:: RECORDS FOR THE EXERCISE ::
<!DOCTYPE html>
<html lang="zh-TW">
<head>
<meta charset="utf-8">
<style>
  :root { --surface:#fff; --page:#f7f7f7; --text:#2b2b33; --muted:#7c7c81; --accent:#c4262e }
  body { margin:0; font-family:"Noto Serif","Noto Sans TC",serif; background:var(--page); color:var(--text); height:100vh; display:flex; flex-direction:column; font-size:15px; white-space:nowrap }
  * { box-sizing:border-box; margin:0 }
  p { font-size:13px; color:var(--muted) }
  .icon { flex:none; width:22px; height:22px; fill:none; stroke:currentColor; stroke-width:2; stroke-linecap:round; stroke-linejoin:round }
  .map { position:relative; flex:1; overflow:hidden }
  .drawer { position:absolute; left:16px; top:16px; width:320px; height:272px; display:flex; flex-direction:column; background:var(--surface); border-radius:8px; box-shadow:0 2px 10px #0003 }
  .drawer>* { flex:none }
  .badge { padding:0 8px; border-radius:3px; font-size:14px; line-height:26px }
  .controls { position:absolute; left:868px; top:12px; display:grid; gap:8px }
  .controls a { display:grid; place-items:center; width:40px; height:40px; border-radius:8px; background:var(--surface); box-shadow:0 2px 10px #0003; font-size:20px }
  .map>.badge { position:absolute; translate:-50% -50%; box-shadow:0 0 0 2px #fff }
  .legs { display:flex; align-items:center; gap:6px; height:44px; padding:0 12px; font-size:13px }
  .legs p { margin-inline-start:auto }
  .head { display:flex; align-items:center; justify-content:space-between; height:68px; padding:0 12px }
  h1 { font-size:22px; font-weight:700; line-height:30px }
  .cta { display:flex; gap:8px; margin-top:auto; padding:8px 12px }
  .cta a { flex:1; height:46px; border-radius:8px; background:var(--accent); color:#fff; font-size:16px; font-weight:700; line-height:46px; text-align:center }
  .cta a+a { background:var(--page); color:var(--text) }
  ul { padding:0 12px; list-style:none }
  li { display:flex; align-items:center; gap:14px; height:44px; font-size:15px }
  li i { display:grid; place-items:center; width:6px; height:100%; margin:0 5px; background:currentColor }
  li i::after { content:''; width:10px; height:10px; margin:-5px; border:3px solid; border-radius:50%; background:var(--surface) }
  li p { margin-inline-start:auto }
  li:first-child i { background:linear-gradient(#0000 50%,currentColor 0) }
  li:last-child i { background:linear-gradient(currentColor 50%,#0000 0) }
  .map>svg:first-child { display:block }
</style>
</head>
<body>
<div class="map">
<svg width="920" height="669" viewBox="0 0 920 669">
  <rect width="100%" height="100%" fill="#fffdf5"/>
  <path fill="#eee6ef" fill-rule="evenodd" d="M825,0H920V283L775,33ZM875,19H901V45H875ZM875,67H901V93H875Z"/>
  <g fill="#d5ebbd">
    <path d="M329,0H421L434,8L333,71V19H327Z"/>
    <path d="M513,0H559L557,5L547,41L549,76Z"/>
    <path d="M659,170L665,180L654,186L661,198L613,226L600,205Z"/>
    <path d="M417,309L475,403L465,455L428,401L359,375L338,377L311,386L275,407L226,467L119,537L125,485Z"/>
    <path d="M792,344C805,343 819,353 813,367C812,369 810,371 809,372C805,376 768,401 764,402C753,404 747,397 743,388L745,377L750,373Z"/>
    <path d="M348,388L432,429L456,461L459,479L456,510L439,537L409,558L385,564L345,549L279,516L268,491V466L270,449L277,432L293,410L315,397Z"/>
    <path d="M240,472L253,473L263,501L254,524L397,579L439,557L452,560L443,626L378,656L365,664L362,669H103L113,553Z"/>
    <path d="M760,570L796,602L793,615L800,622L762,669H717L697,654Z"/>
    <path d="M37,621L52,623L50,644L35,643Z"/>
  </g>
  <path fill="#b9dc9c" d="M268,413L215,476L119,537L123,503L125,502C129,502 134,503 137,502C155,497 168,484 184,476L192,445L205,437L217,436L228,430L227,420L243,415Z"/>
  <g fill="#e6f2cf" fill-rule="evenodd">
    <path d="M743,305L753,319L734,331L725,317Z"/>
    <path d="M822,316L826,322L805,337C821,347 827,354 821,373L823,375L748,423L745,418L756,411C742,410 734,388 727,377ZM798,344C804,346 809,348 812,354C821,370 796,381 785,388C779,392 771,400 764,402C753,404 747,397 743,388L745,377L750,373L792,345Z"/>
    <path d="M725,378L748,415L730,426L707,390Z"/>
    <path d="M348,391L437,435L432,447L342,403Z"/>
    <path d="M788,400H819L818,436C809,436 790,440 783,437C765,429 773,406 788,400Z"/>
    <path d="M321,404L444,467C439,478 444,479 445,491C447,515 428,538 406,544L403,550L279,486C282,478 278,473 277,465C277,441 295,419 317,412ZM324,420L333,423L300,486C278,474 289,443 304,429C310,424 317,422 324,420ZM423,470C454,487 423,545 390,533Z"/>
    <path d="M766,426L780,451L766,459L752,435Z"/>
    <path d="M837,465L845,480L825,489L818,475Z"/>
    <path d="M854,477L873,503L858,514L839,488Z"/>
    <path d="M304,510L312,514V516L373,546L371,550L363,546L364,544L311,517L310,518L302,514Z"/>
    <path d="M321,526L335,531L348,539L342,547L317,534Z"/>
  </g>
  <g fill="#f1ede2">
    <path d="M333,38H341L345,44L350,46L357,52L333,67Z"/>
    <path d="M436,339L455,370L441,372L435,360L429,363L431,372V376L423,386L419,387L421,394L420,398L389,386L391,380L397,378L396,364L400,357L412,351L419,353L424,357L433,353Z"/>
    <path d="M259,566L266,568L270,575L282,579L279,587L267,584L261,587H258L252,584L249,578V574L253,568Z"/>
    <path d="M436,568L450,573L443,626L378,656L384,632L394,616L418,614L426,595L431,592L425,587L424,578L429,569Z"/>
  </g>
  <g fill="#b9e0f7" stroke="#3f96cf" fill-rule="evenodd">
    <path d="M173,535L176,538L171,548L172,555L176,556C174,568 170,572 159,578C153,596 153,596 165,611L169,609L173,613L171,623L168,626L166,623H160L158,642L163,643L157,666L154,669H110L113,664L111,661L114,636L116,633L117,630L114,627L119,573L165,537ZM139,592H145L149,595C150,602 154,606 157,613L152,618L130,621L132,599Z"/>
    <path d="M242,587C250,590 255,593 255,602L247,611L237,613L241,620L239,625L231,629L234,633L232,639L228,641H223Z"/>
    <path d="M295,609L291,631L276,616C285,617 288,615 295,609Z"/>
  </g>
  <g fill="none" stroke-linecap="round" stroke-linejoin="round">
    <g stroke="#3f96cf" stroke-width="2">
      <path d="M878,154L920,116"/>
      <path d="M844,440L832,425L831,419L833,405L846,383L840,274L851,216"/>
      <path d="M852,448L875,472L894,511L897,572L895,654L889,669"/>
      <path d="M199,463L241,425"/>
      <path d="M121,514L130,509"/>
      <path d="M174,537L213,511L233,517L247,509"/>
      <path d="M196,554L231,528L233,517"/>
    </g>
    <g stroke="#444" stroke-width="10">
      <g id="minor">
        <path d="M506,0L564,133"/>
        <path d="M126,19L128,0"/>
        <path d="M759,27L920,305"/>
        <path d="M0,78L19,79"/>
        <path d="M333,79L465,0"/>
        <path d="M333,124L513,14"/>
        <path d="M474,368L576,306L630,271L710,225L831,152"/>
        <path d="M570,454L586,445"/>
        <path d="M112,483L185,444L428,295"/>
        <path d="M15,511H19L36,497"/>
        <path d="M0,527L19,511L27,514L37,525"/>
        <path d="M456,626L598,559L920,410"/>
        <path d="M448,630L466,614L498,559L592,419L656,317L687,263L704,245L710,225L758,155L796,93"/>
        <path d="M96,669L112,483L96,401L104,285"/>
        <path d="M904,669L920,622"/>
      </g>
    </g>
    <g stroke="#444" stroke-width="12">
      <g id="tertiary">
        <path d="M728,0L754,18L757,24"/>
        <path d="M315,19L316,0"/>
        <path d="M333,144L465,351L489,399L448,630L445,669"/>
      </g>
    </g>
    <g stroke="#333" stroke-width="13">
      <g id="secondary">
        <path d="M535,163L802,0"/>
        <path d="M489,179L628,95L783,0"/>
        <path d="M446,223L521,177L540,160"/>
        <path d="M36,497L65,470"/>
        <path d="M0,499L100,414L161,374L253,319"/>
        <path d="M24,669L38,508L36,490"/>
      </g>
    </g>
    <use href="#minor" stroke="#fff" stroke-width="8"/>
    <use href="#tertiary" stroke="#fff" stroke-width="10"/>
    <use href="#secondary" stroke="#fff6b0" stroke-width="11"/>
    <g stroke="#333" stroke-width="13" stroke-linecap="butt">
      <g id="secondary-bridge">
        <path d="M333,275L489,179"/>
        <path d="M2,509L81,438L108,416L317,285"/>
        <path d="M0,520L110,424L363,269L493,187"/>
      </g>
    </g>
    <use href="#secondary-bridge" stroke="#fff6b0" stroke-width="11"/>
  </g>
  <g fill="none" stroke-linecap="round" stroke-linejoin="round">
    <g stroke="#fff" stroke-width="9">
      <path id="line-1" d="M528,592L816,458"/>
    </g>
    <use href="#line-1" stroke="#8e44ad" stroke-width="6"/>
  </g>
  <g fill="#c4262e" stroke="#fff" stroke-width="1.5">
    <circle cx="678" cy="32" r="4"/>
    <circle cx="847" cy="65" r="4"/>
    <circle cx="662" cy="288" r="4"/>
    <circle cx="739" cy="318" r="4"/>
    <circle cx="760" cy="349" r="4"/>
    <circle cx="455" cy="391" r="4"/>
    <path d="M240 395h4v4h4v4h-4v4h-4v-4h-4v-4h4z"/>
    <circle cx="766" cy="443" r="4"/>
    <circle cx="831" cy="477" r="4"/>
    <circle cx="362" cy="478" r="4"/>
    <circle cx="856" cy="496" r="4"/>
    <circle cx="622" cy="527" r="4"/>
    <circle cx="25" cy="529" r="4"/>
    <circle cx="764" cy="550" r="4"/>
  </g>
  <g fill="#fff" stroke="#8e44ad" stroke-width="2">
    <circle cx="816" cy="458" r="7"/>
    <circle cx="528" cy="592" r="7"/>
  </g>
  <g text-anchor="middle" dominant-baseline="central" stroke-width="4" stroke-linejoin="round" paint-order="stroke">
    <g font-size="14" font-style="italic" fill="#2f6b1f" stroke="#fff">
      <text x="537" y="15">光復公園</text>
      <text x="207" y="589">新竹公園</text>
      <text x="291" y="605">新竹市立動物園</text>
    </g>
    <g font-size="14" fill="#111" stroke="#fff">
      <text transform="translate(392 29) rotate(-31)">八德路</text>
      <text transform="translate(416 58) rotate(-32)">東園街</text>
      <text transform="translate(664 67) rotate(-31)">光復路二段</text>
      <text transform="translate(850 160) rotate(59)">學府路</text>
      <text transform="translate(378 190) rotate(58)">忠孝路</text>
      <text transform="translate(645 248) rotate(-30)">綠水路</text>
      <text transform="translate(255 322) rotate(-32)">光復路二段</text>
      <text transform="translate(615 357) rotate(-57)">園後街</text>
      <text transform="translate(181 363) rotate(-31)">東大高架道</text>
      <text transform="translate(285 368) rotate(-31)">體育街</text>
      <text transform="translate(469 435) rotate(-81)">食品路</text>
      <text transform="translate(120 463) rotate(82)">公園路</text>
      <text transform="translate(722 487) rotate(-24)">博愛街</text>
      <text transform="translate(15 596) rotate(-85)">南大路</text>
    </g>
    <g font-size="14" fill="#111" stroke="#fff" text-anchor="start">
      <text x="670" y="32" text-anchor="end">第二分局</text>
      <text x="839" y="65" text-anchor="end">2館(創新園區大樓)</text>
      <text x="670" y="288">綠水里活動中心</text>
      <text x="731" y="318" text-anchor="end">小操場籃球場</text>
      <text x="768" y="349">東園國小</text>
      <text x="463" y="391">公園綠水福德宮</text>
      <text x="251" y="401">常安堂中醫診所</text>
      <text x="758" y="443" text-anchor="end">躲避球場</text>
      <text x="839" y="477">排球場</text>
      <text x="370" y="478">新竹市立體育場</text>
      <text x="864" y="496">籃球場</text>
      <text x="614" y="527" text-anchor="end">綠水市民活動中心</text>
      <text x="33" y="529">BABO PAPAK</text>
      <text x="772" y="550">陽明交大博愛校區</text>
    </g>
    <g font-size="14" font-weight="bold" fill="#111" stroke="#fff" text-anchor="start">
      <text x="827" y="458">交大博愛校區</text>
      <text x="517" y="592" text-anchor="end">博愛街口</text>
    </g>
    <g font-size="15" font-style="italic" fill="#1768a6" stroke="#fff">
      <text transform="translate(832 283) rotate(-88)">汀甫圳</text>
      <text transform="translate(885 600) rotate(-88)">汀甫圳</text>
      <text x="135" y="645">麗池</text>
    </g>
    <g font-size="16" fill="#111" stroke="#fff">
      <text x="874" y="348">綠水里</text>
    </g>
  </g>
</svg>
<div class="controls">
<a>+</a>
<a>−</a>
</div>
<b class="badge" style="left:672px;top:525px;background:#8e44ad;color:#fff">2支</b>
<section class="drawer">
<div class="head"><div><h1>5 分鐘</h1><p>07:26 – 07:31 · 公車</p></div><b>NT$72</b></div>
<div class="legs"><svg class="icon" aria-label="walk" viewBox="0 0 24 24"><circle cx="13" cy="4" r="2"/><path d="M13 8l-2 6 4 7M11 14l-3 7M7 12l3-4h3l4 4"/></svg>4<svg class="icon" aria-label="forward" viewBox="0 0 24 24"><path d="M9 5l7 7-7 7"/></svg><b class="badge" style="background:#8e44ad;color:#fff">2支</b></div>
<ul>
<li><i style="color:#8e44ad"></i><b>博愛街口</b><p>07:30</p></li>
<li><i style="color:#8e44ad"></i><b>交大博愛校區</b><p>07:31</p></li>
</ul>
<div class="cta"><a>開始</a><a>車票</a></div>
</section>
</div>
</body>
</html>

:: TASK STATEMENT ::
Would you count the lines in the data that contain "body" and answer with only the number?

:: SOLUTION TO THIS TASK ::
3